Each record must be returned exactly, apart from the pictures, which stay out.

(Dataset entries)
-- Opening Marker --

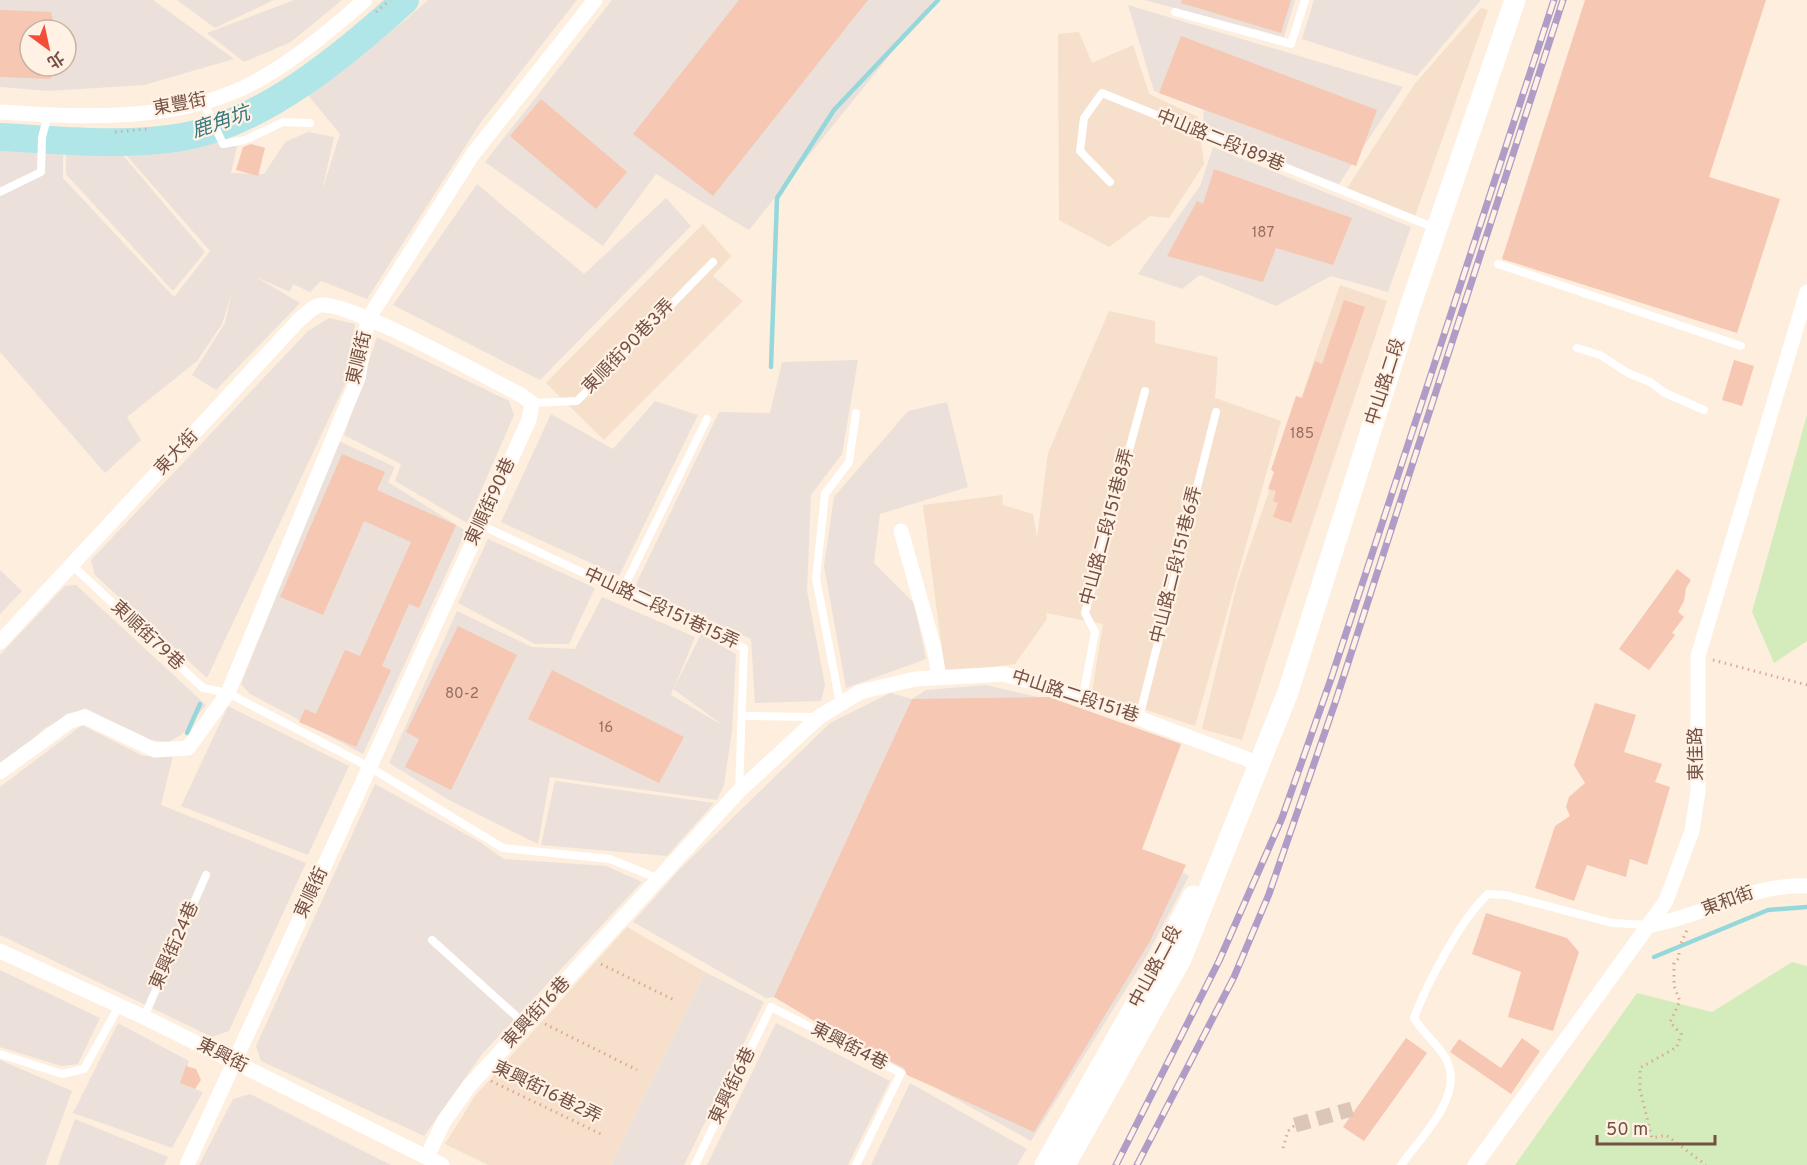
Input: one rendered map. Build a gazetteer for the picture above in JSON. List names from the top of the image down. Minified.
{"streets":{"main road":["中山路二段"],"street":["東豐街","東順街","東大街","東順街90巷","中山路二段151巷","東佳路","東和街","東興街16巷","東興街"],"lane":["中山路二段189巷","東順街90巷3弄","中山路二段151巷8弄","中山路二段151巷6弄","中山路二段151巷15弄","東順街79巷","東興街24巷","東興街4巷","東興街6巷"],"path":["東興街16巷2弄"]},"crossings":[["中山路二段189巷","中山路二段"],["東順街90巷3弄","東順街90巷"],["東順街","東大街"],["東順街","東順街90巷"],["東順街","東順街79巷"],["東順街","東興街"],["中山路二段","中山路二段151巷"],["東大街","東順街79巷"],["東順街90巷","中山路二段151巷15弄"],["中山路二段151巷8弄","中山路二段151巷"],["中山路二段151巷6弄","中山路二段151巷"],["中山路二段151巷15弄","中山路二段151巷"],["中山路二段151巷15弄","東興街16巷"],["中山路二段151巷","東興街16巷"],["東佳路","東和街"],["東興街24巷","東興街"],["東興街16巷","東興街"],["東興街16巷","東興街16巷2弄"],["東興街4巷","東興街6巷"]],"water":["鹿角坑"],"house_numbers":["187","185","80-2","16"],"scale_bar":"50 m","north":"bottom right"}
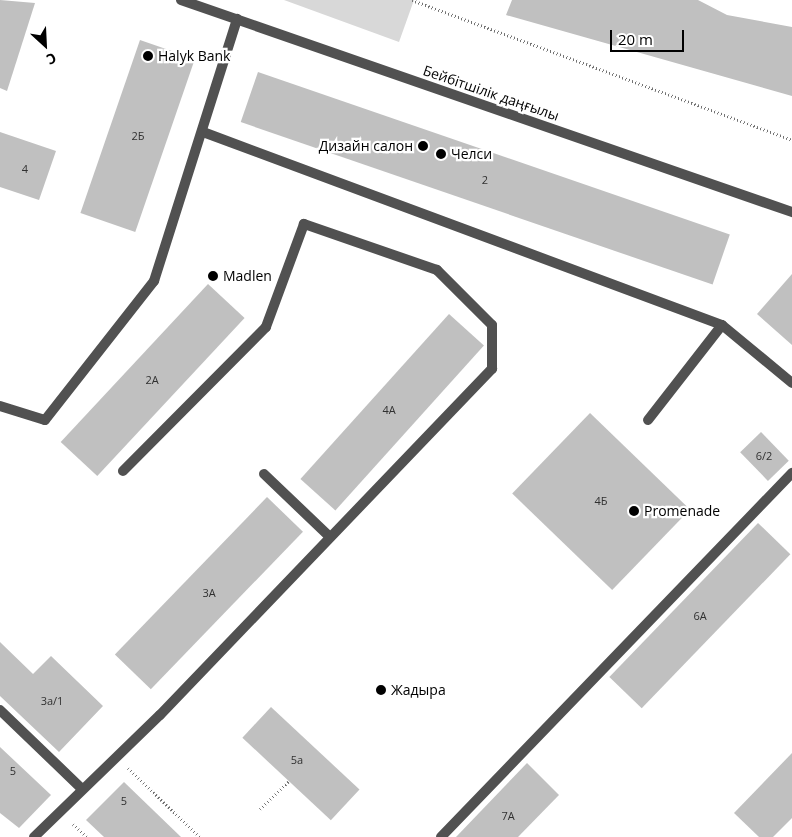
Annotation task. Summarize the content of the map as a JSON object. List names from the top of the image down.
{
  "streets": {
    "street": ["Бейбітшілік даңғылы"]
  },
  "places": [
    "Halyk Bank",
    "Дизайн салон",
    "Челси",
    "Madlen",
    "Promenade",
    "Жадыра"
  ],
  "house_numbers": [
    "2Б",
    "4",
    "2",
    "2А",
    "4А",
    "6/2",
    "4Б",
    "3А",
    "6А",
    "3а/1",
    "5а",
    "5",
    "5",
    "7А"
  ],
  "scale_bar": "20 m",
  "north": "bottom right"
}
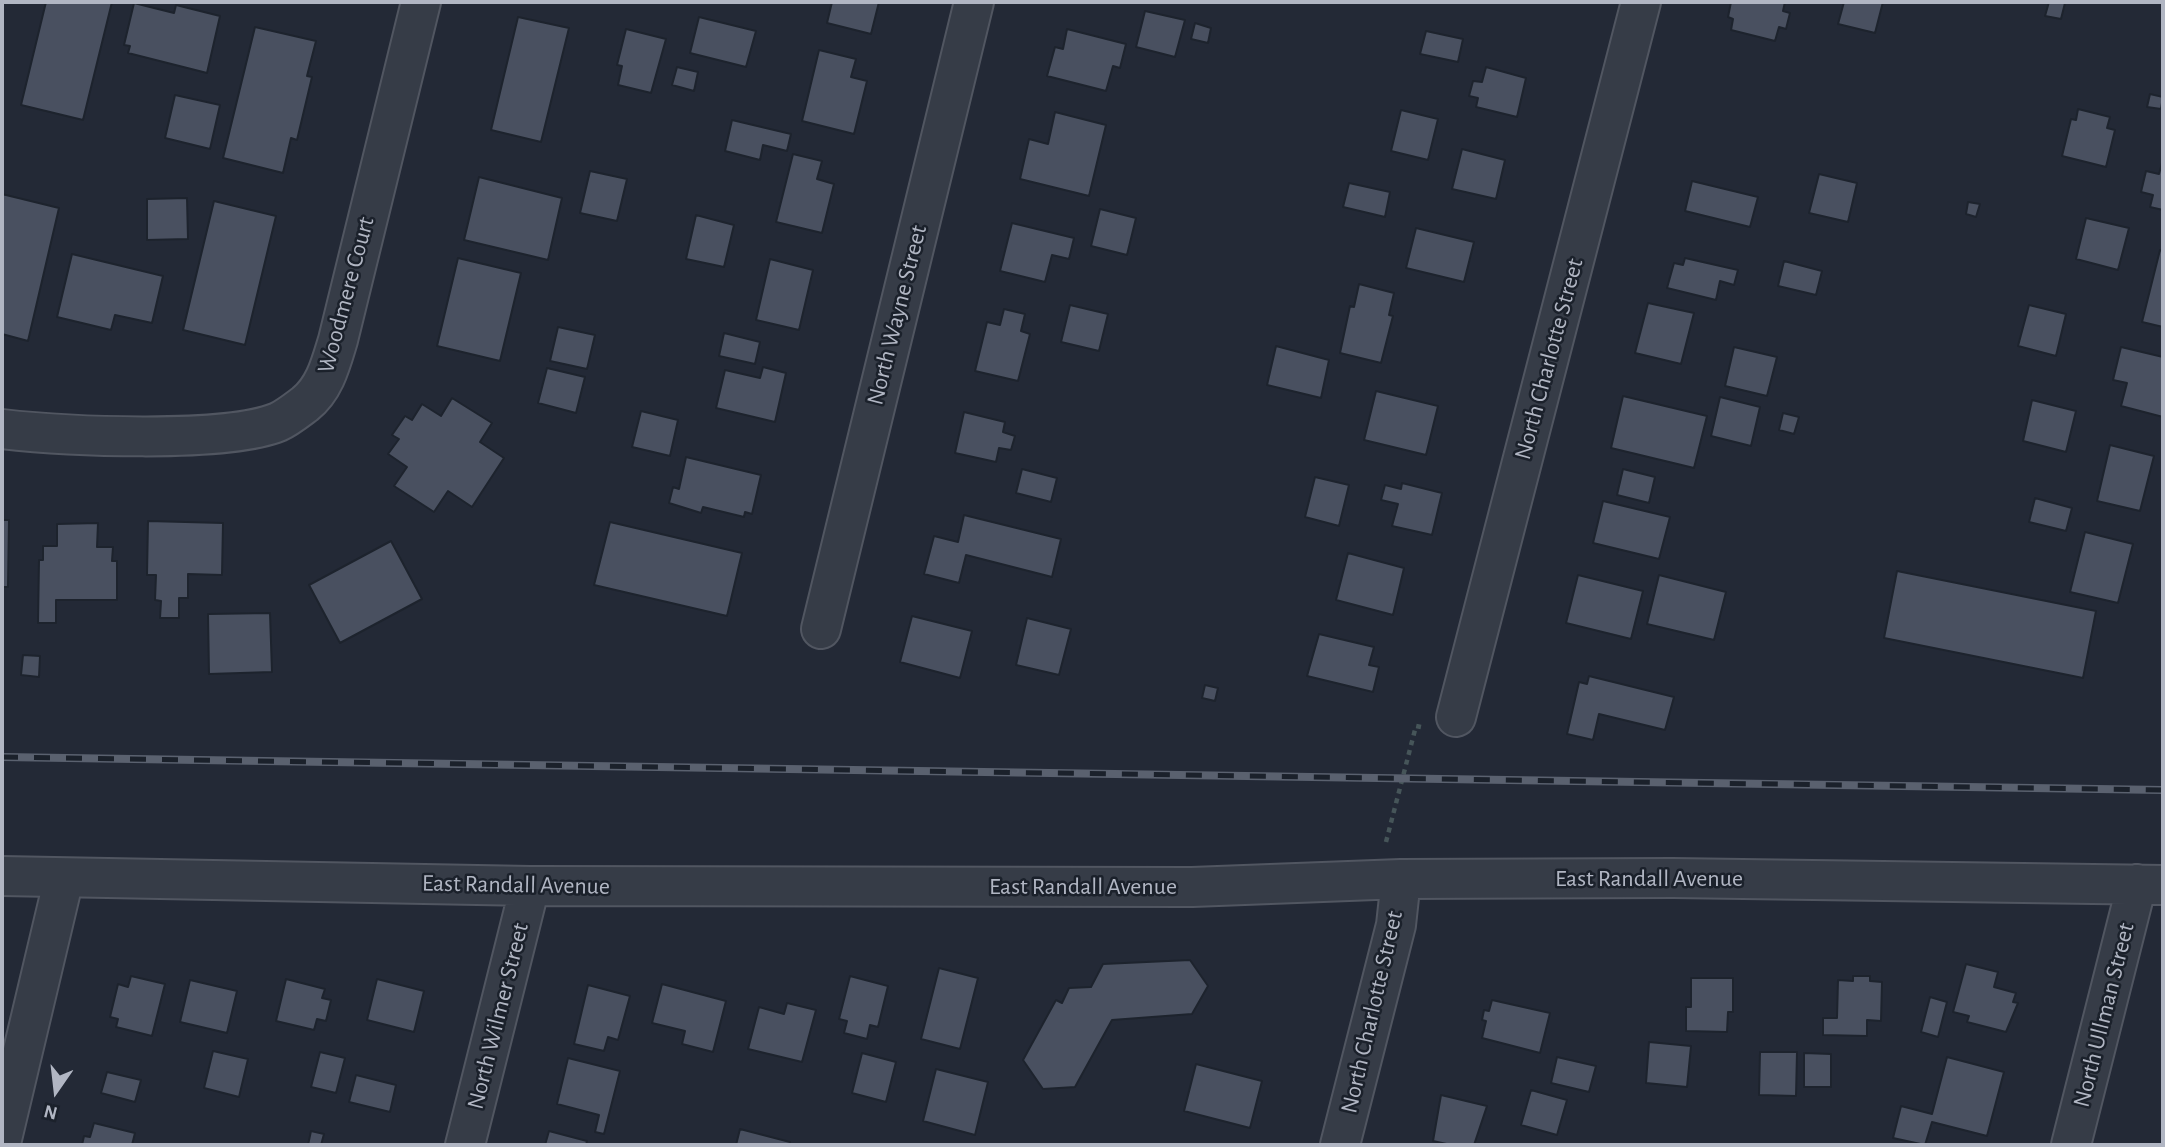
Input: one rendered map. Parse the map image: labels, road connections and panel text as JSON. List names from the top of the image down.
{
  "streets": {
    "street": [
      "Woodmere Court",
      "North Wayne Street",
      "North Charlotte Street",
      "East Randall Avenue",
      "North Ullman Street",
      "North Wilmer Street"
    ]
  },
  "crossings": [
    ["North Charlotte Street", "East Randall Avenue"],
    ["East Randall Avenue", "North Ullman Street"],
    ["East Randall Avenue", "North Wilmer Street"]
  ],
  "north": "bottom"
}
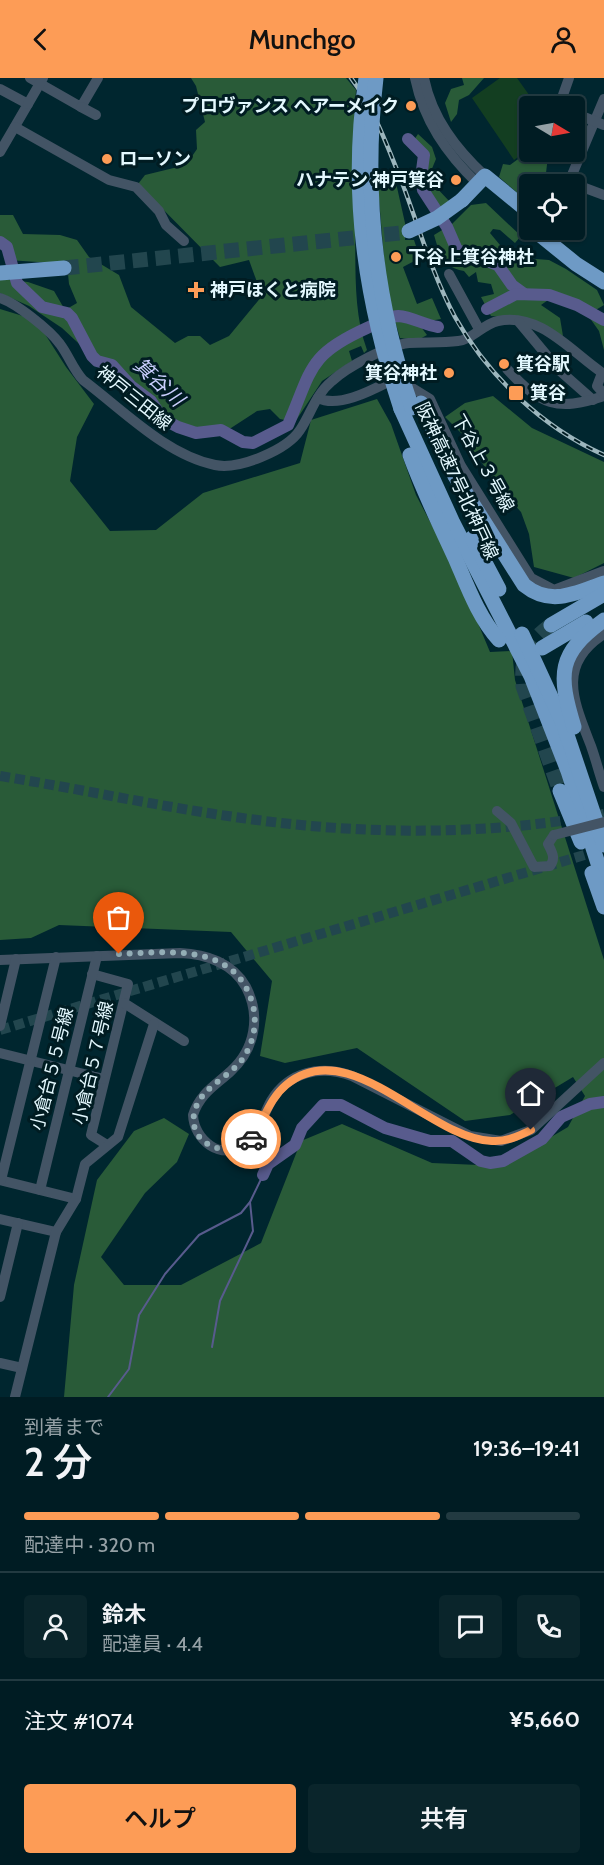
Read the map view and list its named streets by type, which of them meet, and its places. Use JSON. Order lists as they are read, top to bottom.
{
  "streets": {
    "highway": ["阪神高速7号北神戸線"],
    "street": [
      "神戸三田線",
      "下谷上３号線",
      "小倉台５７号線",
      "小倉台５５号線"
    ]
  },
  "crossings": [
    ["神戸三田線", "下谷上３号線"],
    ["小倉台５７号線", "小倉台５５号線"]
  ],
  "water": ["箕谷川"],
  "places": {
    "other": [
      "プロヴァンス ヘアーメイク",
      "ローソン",
      "ハナテン 神戸箕谷",
      "下谷上箕谷神社",
      "箕谷駅",
      "箕谷神社"
    ],
    "health": ["神戸ほくと病院"],
    "transit": ["箕谷"]
  },
  "north": "right",
  "page": {
    "header": "Munchgo",
    "heading": ["2 分", "到着まで", "19:36–19:41"],
    "panel": [
      "鈴木",
      "配達員 · 4.4",
      "注文 #1074",
      "¥5,660"
    ],
    "bar": "配達中 · 320 m",
    "buttons": ["ヘルプ", "共有"]
  }
}
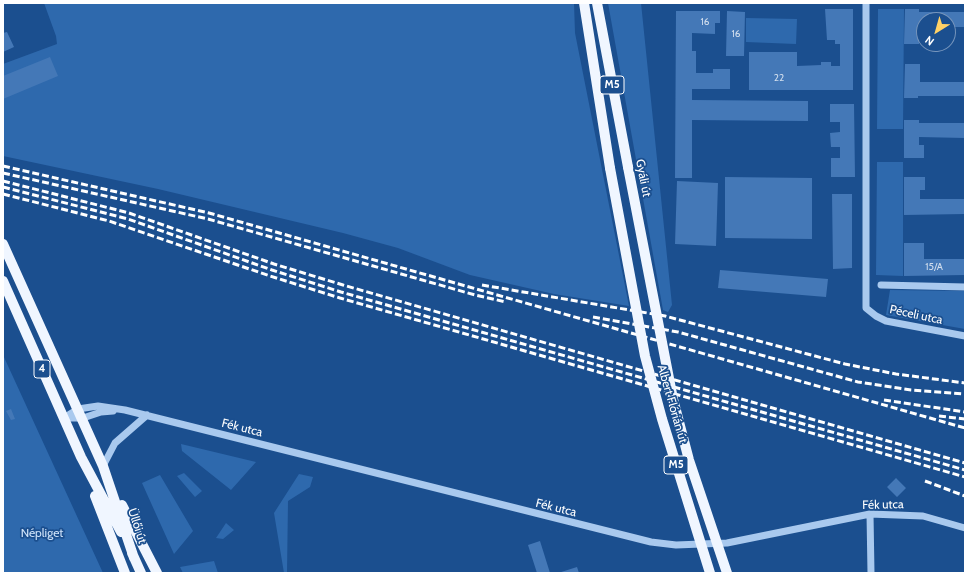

-- Closing Marker --

■ **EXPECTED ANSWER**:
Input: one rendered map. Build a gazetteer for the picture above in JSON. List names from the top of the image down. Minified.
{"streets":{"main road":["中山路二段"],"street":["東豐街","東順街","東大街","東順街90巷","中山路二段151巷","東佳路","東和街","東興街16巷","東興街"],"lane":["中山路二段189巷","東順街90巷3弄","中山路二段151巷8弄","中山路二段151巷6弄","中山路二段151巷15弄","東順街79巷","東興街24巷","東興街4巷","東興街6巷"],"path":["東興街16巷2弄"]},"crossings":[["中山路二段189巷","中山路二段"],["東順街90巷3弄","東順街90巷"],["東順街","東大街"],["東順街","東順街90巷"],["東順街","東順街79巷"],["東順街","東興街"],["中山路二段","中山路二段151巷"],["東大街","東順街79巷"],["東順街90巷","中山路二段151巷15弄"],["中山路二段151巷8弄","中山路二段151巷"],["中山路二段151巷6弄","中山路二段151巷"],["中山路二段151巷15弄","中山路二段151巷"],["中山路二段151巷15弄","東興街16巷"],["中山路二段151巷","東興街16巷"],["東佳路","東和街"],["東興街24巷","東興街"],["東興街16巷","東興街"],["東興街16巷","東興街16巷2弄"],["東興街4巷","東興街6巷"]],"water":["鹿角坑"],"house_numbers":["187","185","80-2","16"],"scale_bar":"50 m","north":"bottom right"}
Annotation task. Summarize the content of the map as a JSON object. List names from the top of the image down.
{
  "streets": {
    "street": ["Бейбітшілік даңғылы"]
  },
  "places": [
    "Halyk Bank",
    "Дизайн салон",
    "Челси",
    "Madlen",
    "Promenade",
    "Жадыра"
  ],
  "house_numbers": [
    "2Б",
    "4",
    "2",
    "2А",
    "4А",
    "6/2",
    "4Б",
    "3А",
    "6А",
    "3а/1",
    "5а",
    "5",
    "5",
    "7А"
  ],
  "scale_bar": "20 m",
  "north": "bottom right"
}
Input: one rendered map. Parse the map image: labels, road connections and panel text as JSON. List names from the top of the image down.
{
  "streets": {
    "street": [
      "Woodmere Court",
      "North Wayne Street",
      "North Charlotte Street",
      "East Randall Avenue",
      "North Ullman Street",
      "North Wilmer Street"
    ]
  },
  "crossings": [
    ["North Charlotte Street", "East Randall Avenue"],
    ["East Randall Avenue", "North Ullman Street"],
    ["East Randall Avenue", "North Wilmer Street"]
  ],
  "north": "bottom"
}
Read the map view and list its named streets by type, which of them meet, and its places. Use JSON. Order lists as they are read, top to bottom.
{
  "streets": {
    "highway": ["阪神高速7号北神戸線"],
    "street": [
      "神戸三田線",
      "下谷上３号線",
      "小倉台５７号線",
      "小倉台５５号線"
    ]
  },
  "crossings": [
    ["神戸三田線", "下谷上３号線"],
    ["小倉台５７号線", "小倉台５５号線"]
  ],
  "water": ["箕谷川"],
  "places": {
    "other": [
      "プロヴァンス ヘアーメイク",
      "ローソン",
      "ハナテン 神戸箕谷",
      "下谷上箕谷神社",
      "箕谷駅",
      "箕谷神社"
    ],
    "health": ["神戸ほくと病院"],
    "transit": ["箕谷"]
  },
  "north": "right",
  "page": {
    "header": "Munchgo",
    "heading": ["2 分", "到着まで", "19:36–19:41"],
    "panel": [
      "鈴木",
      "配達員 · 4.4",
      "注文 #1074",
      "¥5,660"
    ],
    "bar": "配達中 · 320 m",
    "buttons": ["ヘルプ", "共有"]
  }
}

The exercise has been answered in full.